03/18/2026 | Press release | Distributed by Public on 03/18/2026 13:51
Key takeaways
Housing discrimination in California is hitting hardest among communities long targeted by discrimination, according to a new UCLA Center for Health Policy Research study that reveals stark disparities across race and ethnicity, disability, gender identity, income and housing stability.
Despite decades of civil rights protections and fair housing laws, data from the 2023 and 2024 California Health Interview Surveys (CHIS) showed that Black or African American Californians, people with disabilities, transgender and gender-expansive residents, and those with unstable housing experienced disproportionately high rates of housing discrimination.
According to CHIS data, 10% of Black or African American Californians, 9% of Californians with a disability, and 8% of transgender and gender-expansive Californians said they had experienced housing discrimination in the two years prior to being surveyed. All of those are approximately double the state average of 4% of adults - more than 1.3 million people - who experienced housing discrimination.
Housing discrimination is defined in the study as directly experiencing discrimination or harassment related to housing, including while renting or buying a home, obtaining a mortgage, getting a landlord to make repairs or interacting with neighbors.
"Even with federal and state legal protections in place, housing discrimination remains hard to detect and is likely underreported, said Alex Bates, CHIS senior data analyst and lead author of the study. "That makes surveys like CHIS especially important for understanding who is most affected and for informing prevention, enforcement and policy responses.
Working in concert federal and state laws explicitly forbid discrimination on the basis of race and ethnicity, disability, and sexual orientation and gender identity, among other characteristics.
Rates of housing discrimination varied by race and ethnicity. Black or African American Californians experienced the highest rates (10%), followed by American Indian or Alaska Native (7%), Latinx (6%), multiracial (6%), Native Hawaiian or Pacific Islander (5%), Middle Eastern or North African (4%), white (4%) and Asian (3%) Californians.
The study's authors note that housing discrimination is much more than a legal matter. Being the target of discriminatory housing practices is associated with several mental and physical consequences, including worse cardiovascular health and depression.
"Housing discrimination is a critical driver of inequities in California, and it is felt disproportionately by renters, people who receive housing vouchers and lower-income families," said Susan Babey, director of research at the UCLA CHPR and co-author of the study. "It is time for policy approaches that treat housing as the public health necessity it truly is, starting with the structural conditions that allow discrimination to thrive."
According to CHIS data, about 1 in 4 (24%) adults with unstable housing experienced housing discrimination in the two years prior to being surveyed.

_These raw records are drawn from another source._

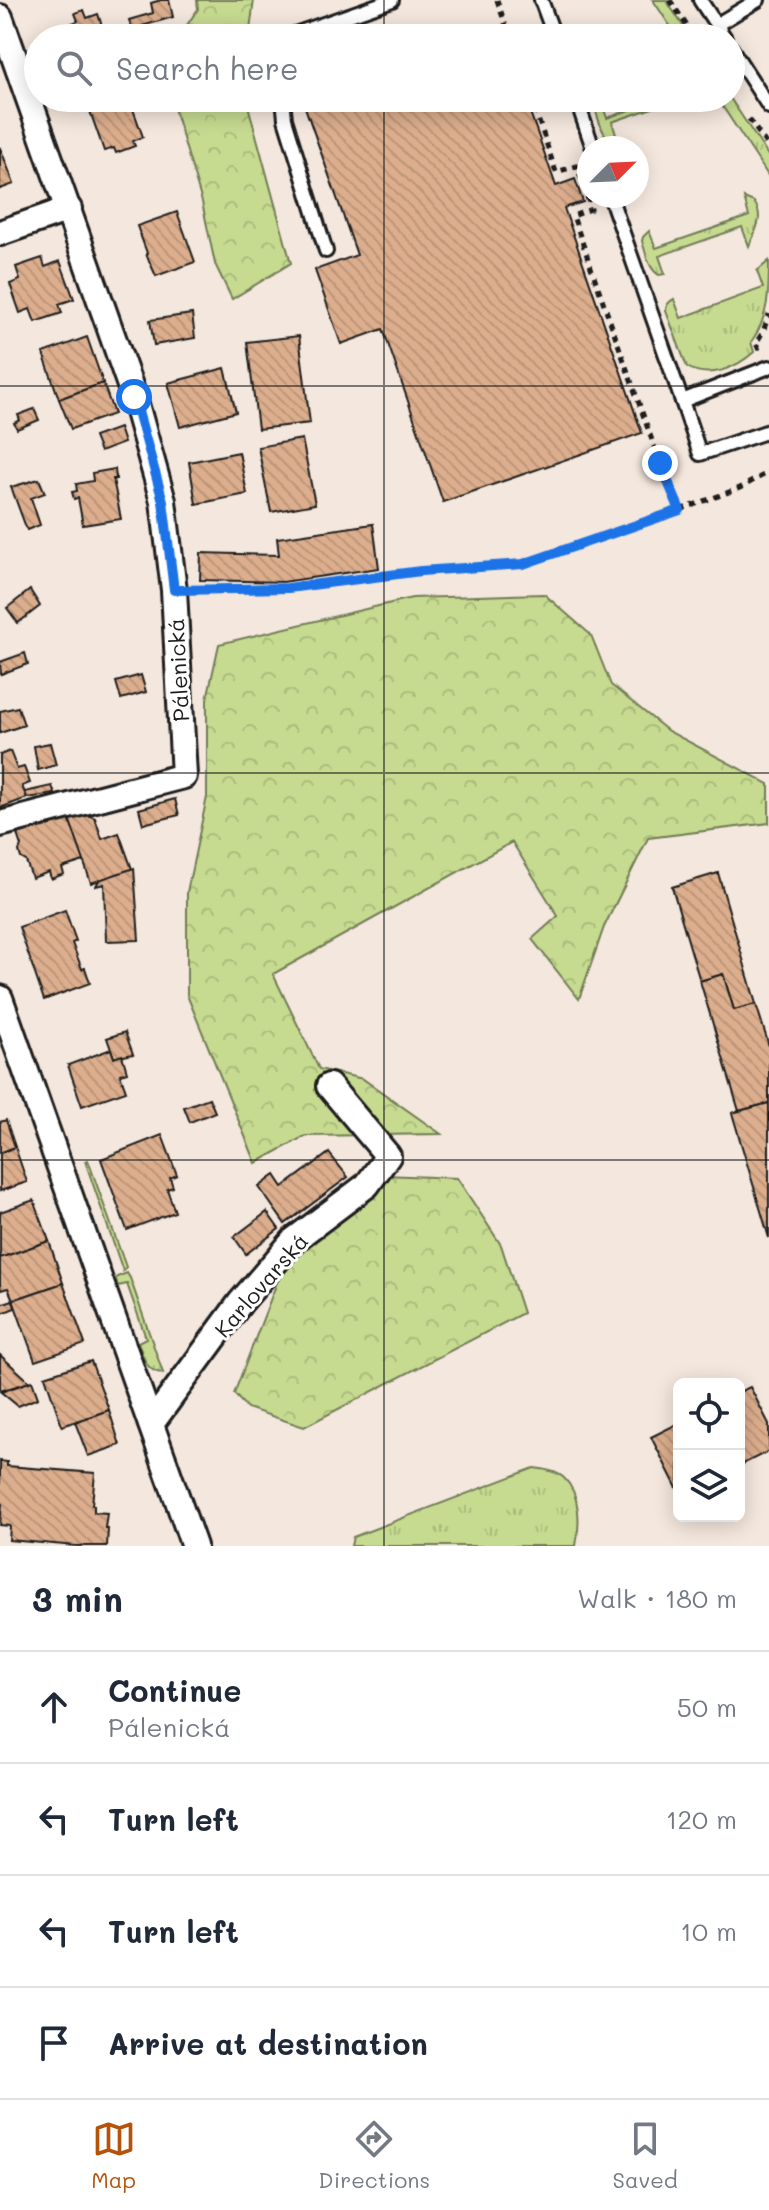 <!DOCTYPE html>
<meta charset="utf-8">
<style>
body{margin:0;font-family:Mali,sans-serif;background:#f2f2f3;color:#1f2937}
.controls{position:absolute;right:24px;bottom:24px;display:grid;overflow:hidden;border-radius:12px;box-shadow:0 4px 20px #0003}
.controls button{width:72px;height:72px;display:grid;place-items:center;padding:0;border:0;border-bottom:2px solid #e0e1e3;background:#fff;color:#1f2937;font:40px sans-serif}
.compass{position:absolute;left:577px;top:136px;width:72px;height:72px;border-radius:50%;background:#fff;box-shadow:0 4px 20px #0003;rotate:66deg}
.stop{position:absolute;width:24px;height:24px;margin:-18px;border:6px solid #1a73e8;border-radius:50%;background:#fff}
.stop.end{background:#1a73e8;border-color:#fff;box-shadow:0 2px 8px #0008}
.list{margin:0;padding:0;list-style:none}
h2{display:flex;justify-content:space-between;align-items:center;height:104px;margin:0;padding:0 32px;font-size:34px}
h2 small{font-size:26px;font-weight:400;color:#747a83}
.list li{display:grid;grid-template-columns:52px 1fr auto;gap:24px;align-items:center;box-sizing:border-box;height:112px;padding:0 32px;border-top:2px solid #e0e1e3}
.list b{display:block;font-size:30px;white-space:nowrap}
.list p{margin:0;font-size:26px;white-space:nowrap;color:#747a83}
.list em{font-size:26px;font-style:normal;color:#747a83}
.icon{flex:none;width:44px;height:44px;fill:none;stroke:currentColor;stroke-width:2;stroke-linecap:round;stroke-linejoin:round}
.map{position:relative;flex:none;width:769px;height:1546px;overflow:hidden}
.search{position:absolute;background:#fff;box-shadow:0 4px 20px #0003;left:24px;right:24px;top:24px;height:88px;display:flex;align-items:center;gap:20px;box-sizing:border-box;padding:0 28px;border-radius:44px;color:#747a83;font-size:30px}
.sheet{height:552px;background:#fff}
nav{display:flex;justify-content:space-around;align-items:center;box-sizing:border-box;height:112px;border-top:2px solid #e0e1e3;background:#fff;font-size:22px;color:#747a83}
nav a{display:grid;justify-items:center;gap:4px}
nav .on{color:#b45309}
.map>svg:first-child{display:block}
.grass{fill:url(#grass-tufts);stroke:#717c56;stroke-width:2}
.forest{fill:url(#forest-crowns);stroke:#717c56;stroke-width:2}
.building{fill:url(#building-back-hatch);stroke:#1c1c1c;stroke-width:2}
.lines{fill:none;stroke-linecap:round;stroke-linejoin:round}
.lane-casing{stroke:#1c1c1c;stroke-width:18}
.street-casing{stroke:#1c1c1c;stroke-width:30}
.path{stroke:#1c1c1c;stroke-width:5;stroke-dasharray:6 6;stroke-linecap:butt}
.lane{stroke:#fff;stroke-width:12}
.street{stroke:#fff;stroke-width:24}
.route{stroke:#1a73e8;stroke-width:10}
.grid{fill:none;stroke:#1c1c1c;stroke-width:2;stroke-opacity:0.55}
.labels{text-anchor:middle;dominant-baseline:central;stroke-width:6;stroke-linejoin:round;paint-order:stroke}
.street-label{font-size:22px;fill:#1c1c1c;stroke:#fff}
</style>
<div class="map">
<svg width="769" height="1546" viewBox="0 0 769 1546">
<defs>
<pattern id="grass-tufts" width="24" height="20" patternUnits="userSpaceOnUse" patternTransform="scale(2)"><rect width="24" height="20" fill="#c6db90"/><path d="M3 7l-1-3M5 7V3M7 7l1-3M15 17l-1-3M17 17v-4M19 17l1-3" fill="none" stroke="#aabb7c"/></pattern>
<pattern id="forest-crowns" width="20" height="18" patternUnits="userSpaceOnUse" patternTransform="scale(2)"><rect width="20" height="18" fill="#c6db90"/><path d="M2 6a3 3 0 1 1 6 0M12 15a3 3 0 1 1 6 0" fill="none" stroke="#aabb7c"/></pattern>
<pattern id="building-back-hatch" width="6" height="6" patternUnits="userSpaceOnUse" patternTransform="scale(2)"><rect width="6" height="6" fill="#dcae8d"/><path d="M-1 5l2 2M0 0l6 6M5-1l2 2" fill="none" stroke="#bc9579"/></pattern>
</defs>
<rect width="100%" height="100%" fill="#f4e7dd"/>
<filter id="ink" filterUnits="userSpaceOnUse"><feTurbulence type="fractalNoise" baseFrequency=".0125" numOctaves="2"/><feDisplacementMap in="SourceGraphic" scale="16" xChannelSelector="R" yChannelSelector="G"/><feConvolveMatrix kernelMatrix="1 2 1 2 8 2 1 2 1" color-interpolation-filters="sRGB"/></filter>
<g filter="url(#ink)">
<!-- grass -->
<g class="grass">
<path d="M653,0H666L691,38H678Z"/>
<path d="M600,98L607,118L664,98H681L612,122L618,141C602,141 600,122 595,109V105Z"/>
<path d="M717,98H730L769,157V177Z"/>
<path d="M744,198L754,202C765,217 755,231 749,246L742,227L659,256L665,274L659,275C648,268 646,253 642,241L643,237L649,231L656,248L749,216Z"/>
<path d="M769,261C769,290 769,318 751,342L754,352C736,368 709,380 687,367L666,311C666,305 668,302 674,299L681,318L763,288L757,271Z"/>
<path d="M88,1160L126,1267L123,1271L85,1161Z"/>
<path d="M127,1273L130,1278L163,1373C146,1373 143,1356 138,1342L146,1338L127,1284L118,1286L116,1280L117,1277Z"/>
<path d="M534,1468C543,1469 557,1471 564,1478C581,1494 580,1525 576,1546H351L353,1537Z"/>
</g>
<!-- forest -->
<g class="forest">
<path d="M197,0H254L249,38H178L198,9Z"/>
<path d="M171,98H246L291,263L232,299L215,264L202,202Z"/>
<path d="M544,594L591,635L611,685L668,731L769,784V823L648,838L604,927L579,999L532,939L558,916L512,842L273,974L319,1069L363,1079L441,1134L305,1136L256,1163L187,995V892L207,797V699L219,644L412,598Z"/>
<path d="M384,1175L457,1178L501,1245L523,1313L304,1427L247,1408L234,1394L284,1264Z"/>
</g>
<!-- building -->
<g class="building">
<path d="M161,0H169L173,17L132,29L129,20L153,13L151,3Z"/>
<path d="M84,10L87,18L98,14L106,38H60L61,35L59,28L78,21L75,13Z"/>
<path d="M125,98H129L143,137L133,141L135,146L116,153L114,148L104,151L90,111Z"/>
<path d="M331,98H525L556,186L575,179L583,202L564,208L642,433L443,502L383,329L341,344L315,270L357,255L305,107Z"/>
<path d="M0,147L14,184L0,189Z"/>
<path d="M177,212L195,262L156,276L146,254L147,253L137,226Z"/>
<path d="M42,258L45,267L60,261L74,299L59,304L62,313L35,322L30,309L20,313L10,284L20,280L16,267Z"/>
<path d="M192,314L195,338L154,345L150,320Z"/>
<path d="M299,336L310,423L258,429L247,342Z"/>
<path d="M87,337L103,383L59,399L43,353Z"/>
<path d="M225,368L236,412L180,427L168,383Z"/>
<path d="M103,383L114,414L71,429L59,399Z"/>
<path d="M34,409L39,420L17,429L14,423L20,420L18,415Z"/>
<path d="M119,428L124,443L100,452L94,437Z"/>
<path d="M302,439L315,504L271,512L258,447Z"/>
<path d="M239,452L247,494L196,504L189,462Z"/>
<path d="M115,469L116,479H113L121,519L83,525L78,498L74,499L72,492L77,491L76,484L93,481L92,473Z"/>
<path d="M39,479L45,493L31,498L40,525L27,530L11,487Z"/>
<path d="M373,524L379,568L283,582L200,580L201,553L279,555L277,538Z"/>
<path d="M30,590L40,606L18,623L7,608Z"/>
<path d="M25,653L28,664L1,674L0,662Z"/>
<path d="M141,675L146,692L121,699L116,682Z"/>
<path d="M18,707L24,725L0,733V711Z"/>
<path d="M50,743L56,765L38,770L34,746Z"/>
<path d="M10,751L17,769L24,767L30,783L22,786L27,798L0,808V755Z"/>
<path d="M52,786L55,794L27,798L25,792Z"/>
<path d="M175,799L179,815L143,824L139,809Z"/>
<path d="M86,814L95,818L102,839L119,833L132,869L91,883L69,819Z"/>
<path d="M68,816L84,861L62,868L64,874L51,879L49,872L32,878L26,861L21,858L19,851L21,846L17,834Z"/>
<path d="M134,868L139,940L106,941L104,884L96,886L99,880Z"/>
<path d="M718,873L756,1004L734,1010L723,974L700,981L672,887Z"/>
<path d="M65,910L76,941L72,943L82,969L85,968L90,983L44,1000L19,927Z"/>
<path d="M723,974L734,1010L756,1004L769,1046V1103L739,1111L700,981Z"/>
<path d="M125,1032L133,1054L114,1058L107,1038Z"/>
<path d="M111,1049L114,1058L122,1055L127,1072L120,1074L126,1091L82,1106L68,1065Z"/>
<path d="M209,1098L215,1112L190,1122L184,1107Z"/>
<path d="M769,1103V1238L732,1113Z"/>
<path d="M6,1120L15,1147L0,1153V1122Z"/>
<path d="M162,1135L177,1175L170,1178L173,1187L167,1189L175,1212L127,1230L101,1159Z"/>
<path d="M15,1147L27,1182L0,1191V1153Z"/>
<path d="M329,1153L348,1177L285,1224L259,1187L275,1175L283,1187Z"/>
<path d="M34,1200L49,1241L0,1258V1212Z"/>
<path d="M267,1212L279,1229L246,1254L234,1237Z"/>
<path d="M49,1241L63,1283L13,1300L8,1288L1,1290L0,1286V1258Z"/>
<path d="M63,1283L85,1344L35,1361L13,1300Z"/>
<path d="M13,1300L15,1308L0,1314V1304Z"/>
<path d="M0,1355L30,1382L0,1391Z"/>
<path d="M91,1361L109,1410L62,1426L45,1376Z"/>
<path d="M32,1381L38,1398L18,1406L1,1392Z"/>
<path d="M750,1387L769,1424V1451L739,1466V1392Z"/>
<path d="M109,1410L120,1445L88,1456L75,1422Z"/>
<path d="M679,1423V1492L651,1437Z"/>
<path d="M0,1461L7,1462V1466L95,1473L92,1505H94V1512L107,1513L105,1528H108L107,1546H76L9,1540L10,1526L0,1525L2,1504L0,1503Z"/>
</g>
<g class="lines">
<defs>
<g id="lane">
<path d="M541,0L555,38"/>
<path d="M700,0L725,38"/>
<path d="M716,25L758,0"/>
<path d="M293,38L295,34L392,0"/>
<path d="M731,48L769,107"/>
<path d="M283,98L285,119L326,251"/>
<path d="M576,98L593,148"/>
<path d="M610,196L682,401L769,367"/>
<path d="M682,401L700,454L769,431"/>
</g>
<g id="street">
<path d="M0,17L134,397L163,501L174,590L184,776L0,824"/>
<path d="M0,233L69,209"/>
<path d="M0,998L194,1546"/>
<path d="M151,1424L240,1303L294,1240L367,1185L388,1156L329,1086"/>
</g>
</defs>
<!-- lane casing -->
<use href="#lane" class="lane-casing"/>
<!-- street casing -->
<use href="#street" class="street-casing"/>
<!-- path -->
<g class="path">
<path d="M497,0L510,38"/>
<path d="M670,0L695,38"/>
<path d="M531,98L556,172L577,166L591,209L573,216L660,463L680,510"/>
<path d="M749,119L769,148"/>
<path d="M759,350L756,343L763,332L769,314"/>
<path d="M199,589L288,588L421,571L523,564L666,515L740,488L769,472"/>
</g>
<!-- lane -->
<use href="#lane" class="lane"/>
<!-- street -->
<use href="#street" class="street"/>
</g>
</g>
<g class="lines" filter="url(#ink)">
<!-- route -->
<path class="route" d="M134,397L163,501L174,590L288,588L421,571L523,564L680,510L660,463"/>
</g>
<!-- grid -->
<path class="grid" d="M384,0V38M384,98V1546M0,386H769M0,773H769M0,1160H769"/>
<g class="labels">
<!-- street labels -->
<g class="street-label">
<text transform="translate(178 670) rotate(-93)">Pálenická</text>
<text transform="translate(261 1285) rotate(-49)">Karlovarská</text>
</g>
</g>
</svg>
<div class="controls">
<button><svg class="icon" aria-label="locate" viewBox="0 0 24 24"><circle cx="12" cy="12" r="6"/><path d="M12 2v4M12 18v4M2 12h4M18 12h4"/></svg></button>
<button><svg class="icon" aria-label="layers" viewBox="0 0 24 24"><path d="M12 4l9 5-9 5-9-5zM3 14l9 5 9-5"/></svg></button>
</div>
<svg class="compass" viewBox="-18 -18 36 36"><path d="M0-13l5 13h-10z" fill="#e53935"/><path d="M0 13l5-13h-10z" fill="#747a83"/></svg>
<div class="stop" style="left:134px;top:397px"></div>
<div class="stop end" style="left:660px;top:463px"></div>
<div class="search"><svg class="icon" aria-label="search" viewBox="0 0 24 24"><circle cx="10" cy="10" r="6"/><path d="M15 15l6 6"/></svg>Search here</div>
</div>
<section class="sheet">
<h2>3 min<small>Walk · 180 m</small></h2>
<ul class="list">
<li><svg class="icon" aria-label="ahead" viewBox="0 0 24 24"><path d="M12 20V5M6 11l6-6 6 6"/></svg><div><b>Continue</b><p>Pálenická</p></div><em>50 m</em></li>
<li><svg class="icon" aria-label="left" viewBox="0 0 24 24"><path d="M17 20v-9H6M10 6l-5 5 5 5"/></svg><div><b>Turn left</b></div><em>120 m</em></li>
<li><svg class="icon" aria-label="left" viewBox="0 0 24 24"><path d="M17 20v-9H6M10 6l-5 5 5 5"/></svg><div><b>Turn left</b></div><em>10 m</em></li>
<li><svg class="icon" aria-label="arrive" viewBox="0 0 24 24"><path d="M6 21V4h12l-3 4 3 4H6"/></svg><div><b>Arrive at destination</b></div></li>
</ul>
</section>
<nav>
<a class="on"><svg class="icon" aria-label="map" viewBox="0 0 24 24"><path d="M3 6l6-2 6 2 6-2v14l-6 2-6-2-6 2zM9 4v14M15 6v14"/></svg>Map</a>
<a><svg class="icon" aria-label="directions" viewBox="0 0 24 24"><path d="M12 3l9 9-9 9-9-9zM9 14v-3h6M13 9l2 2-2 2"/></svg>Directions</a>
<a><svg class="icon" aria-label="saved" viewBox="0 0 24 24"><path d="M7 4h10v16l-5-4-5 4z"/></svg>Saved</a>
</nav>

This was seven times the rate of those with stable housing (3%) and more than five times the statewide average (4%).
Additionally, 14% of people who have received federal housing assistance in the form of a House Choice Section 8 Voucher, and 8% of people whose incomes were less than 200% of the federal poverty level ($62,400 for a family of four in 2024 and $60,000 in 2023), said they experienced housing discrimination in the same time period.
In examining housing discrimination by disability, sexual identity and gender identity, and for renters versus homeowners, the study found:
CHIS also asked respondents who had experienced housing discrimination why they thought they were discriminated against. Of those who experienced housing discrimination, race or skin color was the most common reason cited (45%), or about 1 in every 50 Californian adults overall.
Further examination showed that 80% of Black or African American adults attributed housing discrimination to race or skin color, 62% of multiracial adults, and 55% of Asian adults.
Among transgender and gender-expansive Californians who experienced housing discrimination, 40% said that they experienced housing discrimination because of sex or gender (including gender identity).
The report contained several recommendations, which included making sure people are aware of existing housing discrimination laws and how to report housing discrimination. This requires outreach in languages other than English. The report's recommendations also include fair housing testing, monitoring discriminatory housing advertisements, and direct outreach to housing providers.
"We did this study because housing discrimination needs more scrutiny," Bates said. "Self-reported experiences are likely an undercount because housing discrimination is often difficult to detect and concealed by perpetrators. Many victims may never even know they were discriminated against."
This study was produced as part of a partnership with the California Civil Rights Department, which in 2023 began sponsoring questions that were added to the annual CHIS to gain a clearer understanding of the overall impact of hate acts and discrimination across California. CHIS is the largest population-representative state health survey in the United States.